Print, word for word, the opening line of the data below and every line after it through the line that contains "display:grid; place-items:center; width:55px;", but not the pictures.

[SOURCE RECORDS]

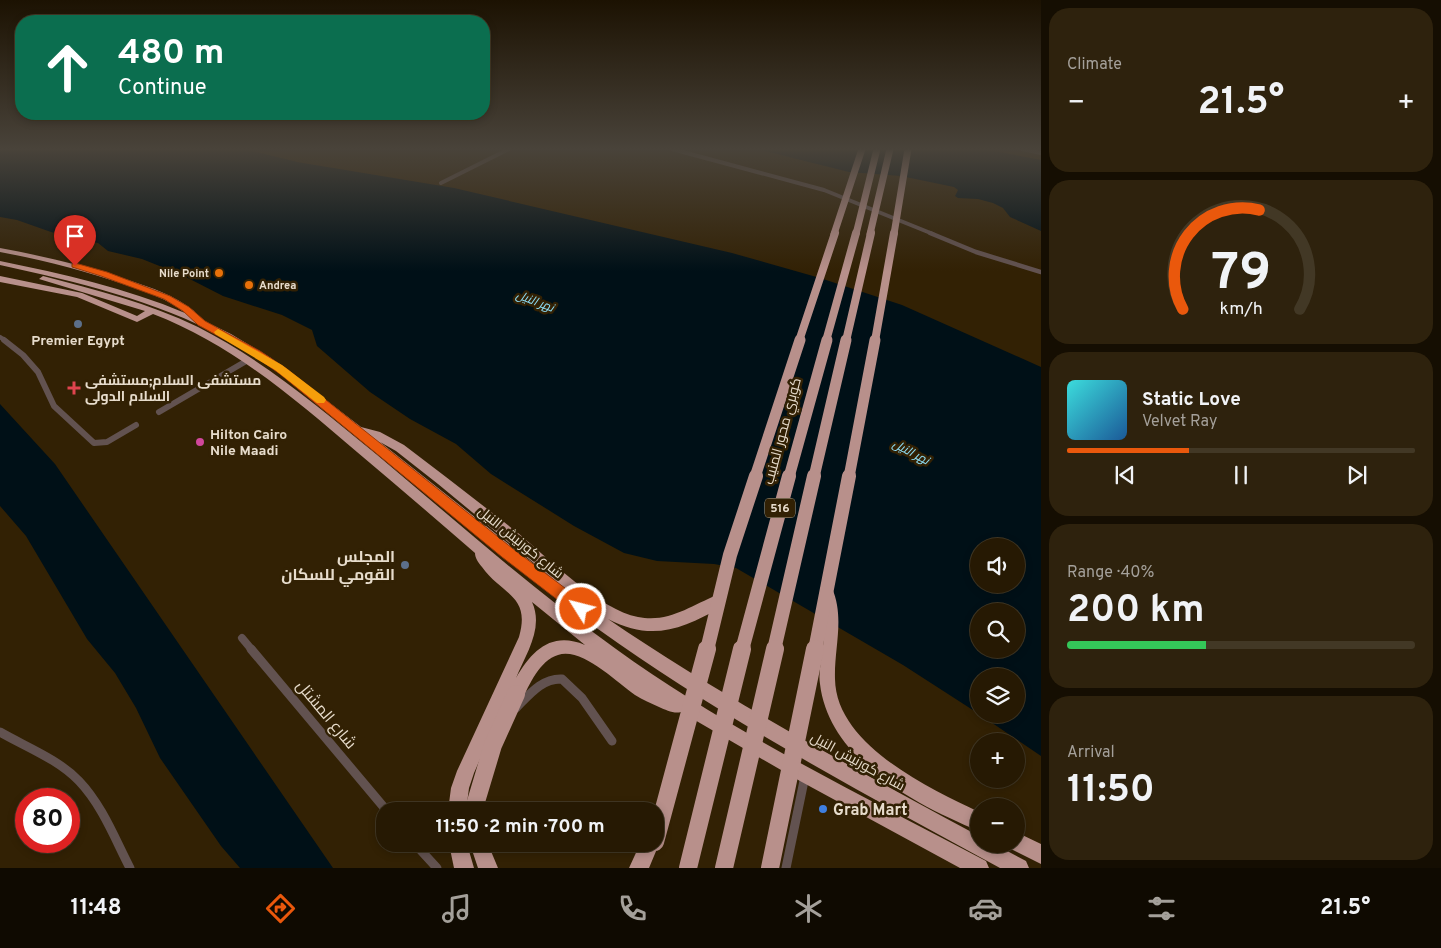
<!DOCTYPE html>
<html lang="en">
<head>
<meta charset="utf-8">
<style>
	:root { --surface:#261903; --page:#2e220d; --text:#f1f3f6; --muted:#a4a09a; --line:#423825; --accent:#ea580c }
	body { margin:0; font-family:Overpass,Cairo,sans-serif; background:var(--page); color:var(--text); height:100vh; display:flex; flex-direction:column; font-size:19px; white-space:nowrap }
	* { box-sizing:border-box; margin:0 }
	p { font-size:16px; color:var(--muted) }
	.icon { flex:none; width:28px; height:28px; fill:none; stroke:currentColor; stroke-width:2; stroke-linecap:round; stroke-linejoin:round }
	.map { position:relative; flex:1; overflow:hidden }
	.side { display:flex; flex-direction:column; gap:8px; padding:8px; background:#150e02; width:400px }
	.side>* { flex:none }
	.guide { position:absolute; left:15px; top:15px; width:475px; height:105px; border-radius:20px; box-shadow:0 2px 8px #0003,0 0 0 1px var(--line); background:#0b6e4f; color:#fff; overflow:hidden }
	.fabs { position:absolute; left:970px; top:538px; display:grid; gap:10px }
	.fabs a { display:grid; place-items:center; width:55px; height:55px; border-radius:50%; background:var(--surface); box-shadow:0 2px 8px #0003,0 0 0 1px var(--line); font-size:25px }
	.speed { position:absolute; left:15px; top:788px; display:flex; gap:10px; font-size:25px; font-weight:700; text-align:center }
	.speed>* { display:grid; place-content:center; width:65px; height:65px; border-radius:50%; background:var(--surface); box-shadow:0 2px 8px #0003,0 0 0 1px var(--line); line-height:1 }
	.speed .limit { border:8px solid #d22; background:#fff; color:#111 }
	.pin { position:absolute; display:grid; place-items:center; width:42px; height:42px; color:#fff; margin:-51px -21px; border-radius:50% 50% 50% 0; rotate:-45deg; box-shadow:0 0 5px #0007 }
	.pin .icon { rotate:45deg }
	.me { position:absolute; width:55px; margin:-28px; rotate:306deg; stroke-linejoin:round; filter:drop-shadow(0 0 4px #0008) }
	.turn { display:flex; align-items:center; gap:18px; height:105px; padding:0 20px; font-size:22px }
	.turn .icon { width:65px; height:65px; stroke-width:2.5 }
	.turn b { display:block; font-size:35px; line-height:42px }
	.big { font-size:38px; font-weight:700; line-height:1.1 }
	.side .widget { flex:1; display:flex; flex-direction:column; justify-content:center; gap:8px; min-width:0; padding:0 18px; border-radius:20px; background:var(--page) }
	.side .dial { align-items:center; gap:0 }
	.dial svg { height:130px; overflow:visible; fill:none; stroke:var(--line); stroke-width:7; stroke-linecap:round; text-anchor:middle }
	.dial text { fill:var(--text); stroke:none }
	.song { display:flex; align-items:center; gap:15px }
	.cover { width:60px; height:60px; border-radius:8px; background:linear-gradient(135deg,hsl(180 70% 55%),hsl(210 70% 35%)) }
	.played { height:5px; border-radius:2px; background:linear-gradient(90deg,var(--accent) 35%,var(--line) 35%) }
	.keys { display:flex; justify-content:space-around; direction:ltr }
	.heat { display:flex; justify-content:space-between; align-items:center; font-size:28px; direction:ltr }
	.charge { height:8px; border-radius:4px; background:linear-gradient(90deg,#34c759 40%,var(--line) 0) }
	.trip { position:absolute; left:376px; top:802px; width:288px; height:50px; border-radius:20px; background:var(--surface); box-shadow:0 2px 8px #0003,0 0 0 1px var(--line); font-weight:700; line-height:50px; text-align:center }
	.menu { display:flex; height:80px; justify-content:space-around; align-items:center; background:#0f0a01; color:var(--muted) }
	.menu .icon { width:35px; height:35px }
	.menu .on { color:var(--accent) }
	.menu b { font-size:22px; color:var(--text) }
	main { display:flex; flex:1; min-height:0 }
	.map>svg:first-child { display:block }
	.water { fill:#001017; fill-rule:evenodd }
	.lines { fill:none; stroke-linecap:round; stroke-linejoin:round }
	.street-far4 { stroke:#625250; stroke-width:4 }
	.street-far3 { stroke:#625250; stroke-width:4.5 }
	.street-far2 { stroke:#625250; stroke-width:6 }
	.street-far1 { stroke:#625250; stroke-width:8 }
	.street { stroke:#625250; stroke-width:9 }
	.highway { fill:#b8908b; fill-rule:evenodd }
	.highway-bridge-far4 { stroke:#b8908b; stroke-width:7 }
	.highway-bridge-far3 { stroke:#b8908b; stroke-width:8 }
	.highway-bridge-far2 { stroke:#b8908b; stroke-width:11 }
	.highway-bridge-far1 { stroke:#b8908b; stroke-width:14 }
	.highway-bridge { stroke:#b8908b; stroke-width:18 }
	.route { fill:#ea580c; stroke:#983908 }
	.slow { fill:#f59e0b }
	.food-dot { fill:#e8710a; stroke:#322104; stroke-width:2 }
	.service-dot { fill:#5c6f8a; stroke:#322104; stroke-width:2 }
	.health-dot { fill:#e0444e; stroke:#322104; stroke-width:2 }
	.hotel-dot { fill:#d1479c; stroke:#322104; stroke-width:2 }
	.shop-dot { fill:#3f7fe0; stroke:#322104; stroke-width:2 }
	.labels { text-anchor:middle; stroke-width:5; stroke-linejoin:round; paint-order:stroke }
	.far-poi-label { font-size:11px; font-weight:bold; fill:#e7dccc; stroke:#322104; text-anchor:end }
	.far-water-label { font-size:12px; font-style:italic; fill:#8fe2fc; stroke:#322104 }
	.shield { fill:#322104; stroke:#b1a490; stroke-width:1 }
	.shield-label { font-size:12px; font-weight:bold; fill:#e7dccc }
	.poi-label { font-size:14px; font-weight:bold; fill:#e7dccc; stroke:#322104; text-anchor:start }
	.street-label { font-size:14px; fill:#e7dccc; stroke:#322104 }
	.near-poi-label { font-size:16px; font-weight:bold; fill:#e7dccc; stroke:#322104; text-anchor:end }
	.near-street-label { font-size:16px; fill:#e7dccc; stroke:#322104 }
</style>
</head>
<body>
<main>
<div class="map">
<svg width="1041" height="868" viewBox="0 0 1041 868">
	<rect width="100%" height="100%" fill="#322104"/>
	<g class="water">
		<path d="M0,149h245l52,13 157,26 278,65 88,25 82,27 139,62v389l-62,-42h37v-38h-37v38l-76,-49 -167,-97 -22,-4 -57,-3 -33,-8 -50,-27 -83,-52 -35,-30 -46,-25 -40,-27 -53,-46 -5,-16 -30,-15 -59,-19 -41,-21 -40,-16 -34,-8 -10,-8 -47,-11 -34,-12 -17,-3zM979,546h37v38h-37zM979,611h37v38h-37z"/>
		<polygon points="757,149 984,149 1041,160 1041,231 1010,217 1003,208 993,203 978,199 958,198 955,196 958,190 954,187 901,176 849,172"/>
		<polygon points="0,404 55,464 333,868 240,868 221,846 160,758 136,708 115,673 87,639 26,536 0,506"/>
	</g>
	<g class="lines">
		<g class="street-far4">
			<polyline points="672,149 824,190 933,234"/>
			<polyline points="1022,149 1041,153"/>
			<polyline points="441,183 509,149"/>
		</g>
		<g class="street-far3">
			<polyline points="930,233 976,252 1041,272"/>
			<polyline points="0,337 6,341"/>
		</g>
		<g class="street-far2">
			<polyline points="4,340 23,355 38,372 54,406 94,443 107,442 136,425"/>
			<polyline points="159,412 248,360"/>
		</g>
		<polyline class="street-far1" points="242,638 252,650"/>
		<g class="street">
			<polyline points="251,649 387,811"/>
			<path d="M516,708c13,-13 26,-30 46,-29l20,19 30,43"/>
			<path d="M0,732c26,15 58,27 79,49 23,24 36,58 51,87"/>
			<polyline points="415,844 437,868"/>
			<polyline points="786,868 805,776"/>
		</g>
		<g class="highway">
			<path d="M0,248c43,8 86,18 128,32 24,8 46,15 66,31l1,2 -3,2 39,19 40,24 90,69 19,5 24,13c38,29 76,58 114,88 30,25 82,77 120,84 31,6 52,-11 79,-22l5,2 2,5 -2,5c-40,22 -70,35 -114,12 119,81 245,149 371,217v8h15l32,17 3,7h-29c-137,-75 -275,-148 -402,-239 -76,-54 -147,-114 -218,-174 -49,-41 -98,-86 -155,-117 -70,-38 -148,-56 -225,-73v-4c63,13 126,27 185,52 -17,-14 -38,-21 -59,-28 -41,-14 -83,-25 -126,-33zM380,442l16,9 42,33 120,99z"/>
			<path d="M0,276l82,17 55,23 8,-5 -106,-32 4,-3c53,14 106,27 155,51 65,33 121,80 178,127 79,66 156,135 240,195 115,83 245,146 370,212l3,7h-29l-160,-87 -119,-69c-7,2 -15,-2 -22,-5 -8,-4 -16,-7 -24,-12 -19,-13 -53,-48 -77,-40 -18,5 -29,30 -36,45l-6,2 -6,-2 -2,-5 -34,78 -5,15 -3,23h-18l3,-23 6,-17 62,-134c12,-42 -17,-42 -37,-70 -4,-5 -7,-9 -7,-14 -39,-34 -79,-68 -118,-101 -63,-54 -126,-108 -204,-138l-16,8 -60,-25 -77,-15zM532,602l53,43c-33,-14 -53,5 -69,33 10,-24 28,-50 16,-76z"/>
			<path d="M827,587l5,1c13,30 2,60 3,91 1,66 94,109 144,133v19c-63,-26 -150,-71 -159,-147 -2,-12 2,-25 3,-38 2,-18 1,-36 -3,-53l2,-5z"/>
			<polygon points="1016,832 1041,844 1041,864 1009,848 1008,844 1016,844"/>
			<polygon points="655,837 659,844 649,868 629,868 640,844 655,844"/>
			<polygon points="449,844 467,844 474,868 454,868"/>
			<polygon points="470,844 488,844 498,868 478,868"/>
		</g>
		<g class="highway-bridge-far4">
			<polyline points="834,234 862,149"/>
			<polyline points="856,234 877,149"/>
			<polyline points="870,234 890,149"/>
			<polyline points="894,234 908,149"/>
		</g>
		<g class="highway-bridge-far3">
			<polyline points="799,341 835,233"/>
			<polyline points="826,341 856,233"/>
			<polyline points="846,341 871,233"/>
			<polyline points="875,341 894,233"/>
		</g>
		<g class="highway-bridge-far2">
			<polyline points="755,477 800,340"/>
			<polyline points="789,477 827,340"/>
			<polyline points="814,477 846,340"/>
			<polyline points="849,477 875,340"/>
		</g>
		<g class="highway-bridge-far1">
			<polyline points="707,650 730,555 756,476"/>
			<polyline points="742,650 789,476"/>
			<polyline points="774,650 814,476"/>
			<polyline points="815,650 849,476"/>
		</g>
		<g class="highway-bridge">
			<polyline points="475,811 475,805 493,745 516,694"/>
			<polyline points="655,842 707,649"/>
			<polyline points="688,868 742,649"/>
			<polyline points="724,868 775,649"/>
			<polyline points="770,868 815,649"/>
		</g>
	</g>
	<linearGradient id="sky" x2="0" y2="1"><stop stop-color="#1c1202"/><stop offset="0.55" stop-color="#49433a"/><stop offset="1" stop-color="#49433a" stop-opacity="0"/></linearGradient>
	<rect width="1041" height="271" fill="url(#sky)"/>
	<polygon class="route" points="75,263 107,272 170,296 189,307 205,321 260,351 287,369 512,548 586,604 588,609 586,614 581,616 576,614 502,557 280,374 253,355 198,325 183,311 164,299 101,276 72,267 72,264"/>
	<polygon class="slow" points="218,329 282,365 324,397 326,400 324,403 317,403 275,370 215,334 214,332"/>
	<g class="food-dot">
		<circle cx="219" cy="273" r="5"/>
		<circle cx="249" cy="285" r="5"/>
	</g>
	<g class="service-dot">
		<circle cx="78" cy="324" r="5"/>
		<circle cx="405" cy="565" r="5"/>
	</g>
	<path class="health-dot" d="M71.5 380.5h5v5h5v5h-5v5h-5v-5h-5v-5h5z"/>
	<circle class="hotel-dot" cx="200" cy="442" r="5"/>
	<circle class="shop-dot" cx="823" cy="809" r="5"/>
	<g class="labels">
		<g class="far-poi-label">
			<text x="209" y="277">Nile Point</text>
			<text x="259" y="289" text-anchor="start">Andrea</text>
		</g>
		<g class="far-water-label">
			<text transform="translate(535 301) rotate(21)" y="4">نهر النيل</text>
			<text transform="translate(911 452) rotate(28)" y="4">نهر النيل</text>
		</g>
		<rect class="shield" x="765" y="498.5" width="30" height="19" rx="4"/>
		<g class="shield-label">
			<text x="780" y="512">516</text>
		</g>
		<g class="poi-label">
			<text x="78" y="345" text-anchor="middle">Premier Egypt</text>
			<text x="85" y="385">مستشفى السلام;مستشفى<tspan x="85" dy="16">السلام الدولى</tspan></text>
			<text x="210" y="439">Hilton Cairo<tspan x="210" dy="16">Nile Maadi</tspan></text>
		</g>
		<g class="street-label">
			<text transform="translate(782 431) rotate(-75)" y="5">كوبري محور المنيب</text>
			<text transform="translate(521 542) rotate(39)" y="5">شارع كورنيش النيل</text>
			<text transform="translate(858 761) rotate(29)" y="5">شارع كورنيش النيل</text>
		</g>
		<g class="near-poi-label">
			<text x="395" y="562">المجلس<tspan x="395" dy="18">القومي للسكان</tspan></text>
			<text x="833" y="815" text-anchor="start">Grab Mart</text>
		</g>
		<g class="near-street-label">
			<text transform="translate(327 714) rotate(50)" y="6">شارع المشتل</text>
		</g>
	</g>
</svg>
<div class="fabs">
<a><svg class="icon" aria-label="sound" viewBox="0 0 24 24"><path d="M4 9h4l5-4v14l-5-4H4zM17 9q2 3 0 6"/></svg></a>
<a><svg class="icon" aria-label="search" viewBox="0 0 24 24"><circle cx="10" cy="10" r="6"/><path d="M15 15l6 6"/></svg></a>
<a><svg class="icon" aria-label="layers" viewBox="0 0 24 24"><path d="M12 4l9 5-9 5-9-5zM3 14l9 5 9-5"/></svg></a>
<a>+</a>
<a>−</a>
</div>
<div class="speed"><div class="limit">80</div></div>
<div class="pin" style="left:75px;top:266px;background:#d93025"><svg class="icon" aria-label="arrive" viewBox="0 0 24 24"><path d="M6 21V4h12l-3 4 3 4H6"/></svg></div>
<svg class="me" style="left:581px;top:609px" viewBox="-20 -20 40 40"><circle r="17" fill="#ea580c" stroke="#fff" stroke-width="3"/><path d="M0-11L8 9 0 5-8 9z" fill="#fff"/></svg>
<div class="trip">11:50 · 2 min · 700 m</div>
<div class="guide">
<div class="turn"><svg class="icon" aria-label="ahead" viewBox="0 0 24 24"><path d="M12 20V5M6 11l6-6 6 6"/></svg><div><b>480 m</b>Continue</div></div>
</div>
</div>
<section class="side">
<div class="widget"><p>Climate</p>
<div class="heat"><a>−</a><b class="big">21.5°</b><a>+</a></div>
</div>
<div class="widget dial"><svg viewBox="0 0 100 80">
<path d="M14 69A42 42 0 1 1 86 69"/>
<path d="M14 69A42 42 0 0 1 61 8" stroke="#ea580c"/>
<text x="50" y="56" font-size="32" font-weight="700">79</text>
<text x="50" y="72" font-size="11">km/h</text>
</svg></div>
<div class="widget">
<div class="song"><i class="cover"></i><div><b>Static Love</b><p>Velvet Ray</p></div></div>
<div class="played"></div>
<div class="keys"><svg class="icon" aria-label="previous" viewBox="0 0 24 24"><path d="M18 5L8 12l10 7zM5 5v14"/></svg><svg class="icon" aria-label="pause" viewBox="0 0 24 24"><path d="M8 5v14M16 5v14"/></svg><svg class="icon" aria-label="next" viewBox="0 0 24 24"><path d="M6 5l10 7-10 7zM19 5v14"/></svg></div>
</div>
<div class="widget"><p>Range · 40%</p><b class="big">200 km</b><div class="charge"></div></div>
<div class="widget"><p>Arrival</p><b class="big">11:50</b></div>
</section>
</main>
<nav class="menu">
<b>11:48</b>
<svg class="icon on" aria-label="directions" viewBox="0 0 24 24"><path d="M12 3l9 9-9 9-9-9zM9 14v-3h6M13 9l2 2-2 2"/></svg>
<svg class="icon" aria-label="music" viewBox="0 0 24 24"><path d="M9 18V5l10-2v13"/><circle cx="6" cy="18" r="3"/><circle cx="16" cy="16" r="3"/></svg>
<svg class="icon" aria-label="phone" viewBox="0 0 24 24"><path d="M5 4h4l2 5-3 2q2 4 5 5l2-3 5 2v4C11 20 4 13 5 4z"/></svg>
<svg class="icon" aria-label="climate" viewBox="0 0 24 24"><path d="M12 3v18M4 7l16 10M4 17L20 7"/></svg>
<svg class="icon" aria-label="car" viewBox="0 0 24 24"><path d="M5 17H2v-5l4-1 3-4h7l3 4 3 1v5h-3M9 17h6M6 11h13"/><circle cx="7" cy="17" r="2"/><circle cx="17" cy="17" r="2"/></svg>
<svg class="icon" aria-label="filters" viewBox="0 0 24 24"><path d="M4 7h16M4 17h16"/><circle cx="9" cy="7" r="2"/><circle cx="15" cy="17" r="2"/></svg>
<b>21.5°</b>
</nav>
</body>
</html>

[/SOURCE RECORDS]

_RESULT BELOW_
<!DOCTYPE html>
<html lang="en">
<head>
<meta charset="utf-8">
<style>
	:root { --surface:#261903; --page:#2e220d; --text:#f1f3f6; --muted:#a4a09a; --line:#423825; --accent:#ea580c }
	body { margin:0; font-family:Overpass,Cairo,sans-serif; background:var(--page); color:var(--text); height:100vh; display:flex; flex-direction:column; font-size:19px; white-space:nowrap }
	* { box-sizing:border-box; margin:0 }
	p { font-size:16px; color:var(--muted) }
	.icon { flex:none; width:28px; height:28px; fill:none; stroke:currentColor; stroke-width:2; stroke-linecap:round; stroke-linejoin:round }
	.map { position:relative; flex:1; overflow:hidden }
	.side { display:flex; flex-direction:column; gap:8px; padding:8px; background:#150e02; width:400px }
	.side>* { flex:none }
	.guide { position:absolute; left:15px; top:15px; width:475px; height:105px; border-radius:20px; box-shadow:0 2px 8px #0003,0 0 0 1px var(--line); background:#0b6e4f; color:#fff; overflow:hidden }
	.fabs { position:absolute; left:970px; top:538px; display:grid; gap:10px }
	.fabs a { display:grid; place-items:center; width:55px; height:55px; border-radius:50%; background:var(--surface); box-shadow:0 2px 8px #0003,0 0 0 1px var(--line); font-size:25px }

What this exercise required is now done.